Frank W. Dunham, Jr., Federal Public Defender, Paul G. Gill,
Assistant Federal Public Defender, Richmond, Virginia, for
Appellant. Paul J. McNulty, United States Attorney, Vince Gambale,
Assistant United States Attorney, Stephen W. Miller, Assistant
United States Attorney, Richmond, Virginia, for Appellee.
Unpublished opinions are not binding precedent in this circuit.
See Local Rule 36(c).
PER CURIAM:
Andre A. Artis appeals his conviction for possession of
a firearm after having been convicted of a felony, and having been
convicted of domestic violence, in violation of 18 U.S.C.
§§ 922(g)(1), (9) (2000).
Artis first contends that the district court erred by
granting the Government’s motion in limine to prevent a collateral
attack on his domestic violence conviction from being presented to
the jury. Whether a prior misdemeanor conviction for domestic
violence qualifies as a predicate offense pursuant to 18 U.S.C.

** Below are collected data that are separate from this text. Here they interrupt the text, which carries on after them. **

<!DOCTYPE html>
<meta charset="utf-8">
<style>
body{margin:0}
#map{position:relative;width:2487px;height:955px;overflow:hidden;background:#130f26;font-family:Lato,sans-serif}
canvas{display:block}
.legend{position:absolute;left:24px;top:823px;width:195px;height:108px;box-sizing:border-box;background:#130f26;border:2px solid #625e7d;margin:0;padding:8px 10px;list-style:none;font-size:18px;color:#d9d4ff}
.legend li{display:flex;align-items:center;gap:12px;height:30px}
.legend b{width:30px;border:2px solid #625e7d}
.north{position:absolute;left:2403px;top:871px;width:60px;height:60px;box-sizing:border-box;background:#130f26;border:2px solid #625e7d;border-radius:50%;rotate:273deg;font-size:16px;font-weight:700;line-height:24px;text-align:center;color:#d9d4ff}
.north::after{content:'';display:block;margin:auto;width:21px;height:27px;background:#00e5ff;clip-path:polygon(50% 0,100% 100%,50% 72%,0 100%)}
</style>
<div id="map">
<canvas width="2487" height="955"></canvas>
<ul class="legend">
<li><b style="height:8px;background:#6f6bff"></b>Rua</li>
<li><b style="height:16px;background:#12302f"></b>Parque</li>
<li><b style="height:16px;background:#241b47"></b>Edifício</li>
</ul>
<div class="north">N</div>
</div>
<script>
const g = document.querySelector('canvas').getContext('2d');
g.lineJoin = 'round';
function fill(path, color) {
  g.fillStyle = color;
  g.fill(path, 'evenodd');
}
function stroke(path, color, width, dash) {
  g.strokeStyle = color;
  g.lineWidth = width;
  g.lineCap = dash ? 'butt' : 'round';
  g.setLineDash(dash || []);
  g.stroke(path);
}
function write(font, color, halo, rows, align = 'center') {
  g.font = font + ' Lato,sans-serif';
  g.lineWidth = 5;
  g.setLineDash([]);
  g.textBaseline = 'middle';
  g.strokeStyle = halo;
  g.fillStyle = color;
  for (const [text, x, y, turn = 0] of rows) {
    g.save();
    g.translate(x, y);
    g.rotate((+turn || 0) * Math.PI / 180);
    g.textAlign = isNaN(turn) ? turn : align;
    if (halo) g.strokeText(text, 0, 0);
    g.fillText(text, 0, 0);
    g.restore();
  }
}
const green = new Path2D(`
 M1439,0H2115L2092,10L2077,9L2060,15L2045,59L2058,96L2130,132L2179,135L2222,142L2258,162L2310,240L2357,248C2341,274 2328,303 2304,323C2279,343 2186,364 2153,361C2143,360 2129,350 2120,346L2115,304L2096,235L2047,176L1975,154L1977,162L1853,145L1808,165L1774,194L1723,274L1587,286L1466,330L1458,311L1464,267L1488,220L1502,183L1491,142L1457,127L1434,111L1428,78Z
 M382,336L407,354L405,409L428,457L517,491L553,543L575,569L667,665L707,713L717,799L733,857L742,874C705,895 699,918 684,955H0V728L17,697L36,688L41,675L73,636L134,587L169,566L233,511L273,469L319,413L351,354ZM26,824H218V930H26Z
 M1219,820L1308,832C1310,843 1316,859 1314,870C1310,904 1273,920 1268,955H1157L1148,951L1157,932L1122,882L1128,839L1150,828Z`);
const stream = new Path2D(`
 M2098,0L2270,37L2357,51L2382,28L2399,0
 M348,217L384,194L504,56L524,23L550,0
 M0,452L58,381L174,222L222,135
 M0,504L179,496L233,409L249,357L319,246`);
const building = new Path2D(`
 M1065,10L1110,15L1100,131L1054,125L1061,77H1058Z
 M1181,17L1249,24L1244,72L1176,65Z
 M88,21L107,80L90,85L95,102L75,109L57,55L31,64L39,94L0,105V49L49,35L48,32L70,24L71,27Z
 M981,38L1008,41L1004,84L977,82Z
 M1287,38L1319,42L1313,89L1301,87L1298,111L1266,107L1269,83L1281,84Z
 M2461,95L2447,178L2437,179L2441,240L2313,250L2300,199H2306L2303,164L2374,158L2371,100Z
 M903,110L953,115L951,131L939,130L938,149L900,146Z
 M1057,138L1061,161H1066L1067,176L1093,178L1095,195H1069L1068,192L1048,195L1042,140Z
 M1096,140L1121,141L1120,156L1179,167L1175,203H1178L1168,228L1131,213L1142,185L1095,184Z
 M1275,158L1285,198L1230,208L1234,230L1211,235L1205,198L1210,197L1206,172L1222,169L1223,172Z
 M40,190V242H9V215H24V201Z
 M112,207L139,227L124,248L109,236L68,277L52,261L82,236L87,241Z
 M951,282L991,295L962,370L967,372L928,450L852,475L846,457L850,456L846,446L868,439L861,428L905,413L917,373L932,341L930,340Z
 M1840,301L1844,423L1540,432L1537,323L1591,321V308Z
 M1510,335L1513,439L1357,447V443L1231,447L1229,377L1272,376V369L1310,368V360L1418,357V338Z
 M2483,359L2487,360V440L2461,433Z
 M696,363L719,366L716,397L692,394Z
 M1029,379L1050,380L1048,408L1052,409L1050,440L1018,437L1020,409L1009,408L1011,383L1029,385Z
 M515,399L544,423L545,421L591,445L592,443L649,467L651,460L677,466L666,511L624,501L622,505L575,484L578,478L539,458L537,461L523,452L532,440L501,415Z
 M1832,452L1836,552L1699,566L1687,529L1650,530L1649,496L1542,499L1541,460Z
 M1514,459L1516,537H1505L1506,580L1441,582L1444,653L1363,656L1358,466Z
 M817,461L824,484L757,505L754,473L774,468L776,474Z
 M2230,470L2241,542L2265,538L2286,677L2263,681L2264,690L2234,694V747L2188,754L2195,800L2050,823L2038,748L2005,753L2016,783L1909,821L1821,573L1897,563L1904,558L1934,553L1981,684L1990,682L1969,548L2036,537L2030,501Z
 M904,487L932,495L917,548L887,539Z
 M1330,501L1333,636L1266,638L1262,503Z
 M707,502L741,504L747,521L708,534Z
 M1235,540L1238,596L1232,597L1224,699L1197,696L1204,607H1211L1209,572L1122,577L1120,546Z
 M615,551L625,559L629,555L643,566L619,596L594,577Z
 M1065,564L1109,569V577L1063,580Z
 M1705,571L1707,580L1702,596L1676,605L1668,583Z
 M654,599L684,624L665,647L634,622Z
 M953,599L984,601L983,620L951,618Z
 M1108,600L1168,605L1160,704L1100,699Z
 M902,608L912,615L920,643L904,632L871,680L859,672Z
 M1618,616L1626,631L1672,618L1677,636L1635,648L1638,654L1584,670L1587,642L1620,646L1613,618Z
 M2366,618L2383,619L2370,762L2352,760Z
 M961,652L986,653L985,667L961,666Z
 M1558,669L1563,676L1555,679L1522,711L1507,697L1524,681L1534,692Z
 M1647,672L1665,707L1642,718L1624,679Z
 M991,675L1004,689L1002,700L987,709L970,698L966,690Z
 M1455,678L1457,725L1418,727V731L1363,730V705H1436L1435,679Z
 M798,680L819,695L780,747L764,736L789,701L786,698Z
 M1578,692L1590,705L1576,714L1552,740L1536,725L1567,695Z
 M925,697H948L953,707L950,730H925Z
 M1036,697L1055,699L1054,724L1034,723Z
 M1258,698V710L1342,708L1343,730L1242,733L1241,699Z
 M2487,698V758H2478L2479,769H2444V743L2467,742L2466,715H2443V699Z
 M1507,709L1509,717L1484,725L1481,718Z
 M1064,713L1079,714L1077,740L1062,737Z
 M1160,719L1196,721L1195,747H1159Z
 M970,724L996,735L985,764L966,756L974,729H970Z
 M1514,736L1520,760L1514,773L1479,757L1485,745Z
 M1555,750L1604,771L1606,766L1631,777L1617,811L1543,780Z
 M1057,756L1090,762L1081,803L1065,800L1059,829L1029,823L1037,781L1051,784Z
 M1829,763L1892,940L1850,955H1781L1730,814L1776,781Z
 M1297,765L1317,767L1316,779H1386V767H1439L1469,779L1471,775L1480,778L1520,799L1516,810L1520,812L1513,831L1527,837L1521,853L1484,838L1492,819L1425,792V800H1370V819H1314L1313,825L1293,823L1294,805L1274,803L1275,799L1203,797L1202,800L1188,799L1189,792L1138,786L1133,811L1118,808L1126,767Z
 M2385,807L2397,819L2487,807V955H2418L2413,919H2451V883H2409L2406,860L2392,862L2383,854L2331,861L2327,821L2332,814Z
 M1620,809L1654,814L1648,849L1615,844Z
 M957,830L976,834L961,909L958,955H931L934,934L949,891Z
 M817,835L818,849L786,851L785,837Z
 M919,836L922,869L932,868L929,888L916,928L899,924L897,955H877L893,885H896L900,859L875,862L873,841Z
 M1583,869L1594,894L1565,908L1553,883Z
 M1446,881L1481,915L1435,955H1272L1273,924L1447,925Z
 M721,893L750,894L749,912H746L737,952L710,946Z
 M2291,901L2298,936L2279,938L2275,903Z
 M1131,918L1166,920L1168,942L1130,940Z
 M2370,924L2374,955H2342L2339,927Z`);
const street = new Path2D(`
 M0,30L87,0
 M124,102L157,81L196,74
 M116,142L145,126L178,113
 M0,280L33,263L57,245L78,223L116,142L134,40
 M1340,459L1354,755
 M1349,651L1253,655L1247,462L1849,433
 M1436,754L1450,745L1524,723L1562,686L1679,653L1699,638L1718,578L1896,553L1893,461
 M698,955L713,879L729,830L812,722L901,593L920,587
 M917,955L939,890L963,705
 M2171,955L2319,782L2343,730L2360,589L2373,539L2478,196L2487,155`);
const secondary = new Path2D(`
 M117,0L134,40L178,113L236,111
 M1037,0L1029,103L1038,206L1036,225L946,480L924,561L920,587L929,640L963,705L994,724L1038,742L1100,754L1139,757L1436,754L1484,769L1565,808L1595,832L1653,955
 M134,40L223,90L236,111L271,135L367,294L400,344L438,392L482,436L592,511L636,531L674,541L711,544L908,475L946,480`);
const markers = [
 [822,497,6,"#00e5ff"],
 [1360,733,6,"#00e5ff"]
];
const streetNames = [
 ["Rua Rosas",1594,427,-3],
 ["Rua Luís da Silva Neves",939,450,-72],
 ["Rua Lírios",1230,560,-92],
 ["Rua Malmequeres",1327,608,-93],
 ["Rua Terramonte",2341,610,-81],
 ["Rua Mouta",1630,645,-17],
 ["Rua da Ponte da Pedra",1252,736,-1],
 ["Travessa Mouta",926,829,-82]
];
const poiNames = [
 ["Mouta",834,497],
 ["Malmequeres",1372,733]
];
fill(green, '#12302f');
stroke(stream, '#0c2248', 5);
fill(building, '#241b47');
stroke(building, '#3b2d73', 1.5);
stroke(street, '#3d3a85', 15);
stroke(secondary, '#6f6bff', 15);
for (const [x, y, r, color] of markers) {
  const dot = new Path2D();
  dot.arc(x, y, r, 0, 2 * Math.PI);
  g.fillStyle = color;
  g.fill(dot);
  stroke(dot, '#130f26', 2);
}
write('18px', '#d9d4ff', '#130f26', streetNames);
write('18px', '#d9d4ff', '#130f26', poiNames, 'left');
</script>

§ 922(a)(33)(B)(i)(II) (2000) is a question of law for the court to
decide. See United States v. Bethurum, 343 F.3d 712, 716 (5th Cir.
2003); United States v. Akins, 276 F.3d 1141, 1146 (9th Cir. 2002)
("Because § 921(a)(33)(B)(i)(I) is a legal definition, its
application presents a question of law to be decided by the trial
judge."); United States v. Smith, 171 F.3d 617, 621-22 (8th Cir.
1999) (concluding, as a matter of law, that a particular conviction
and waiver of rights satisfied the requirements of
§ 922(a)(33)(B)(i)). Accordingly, we hold that the district court
did not err by granting the Government’s motion in limine to
prevent the issue from going to the jury.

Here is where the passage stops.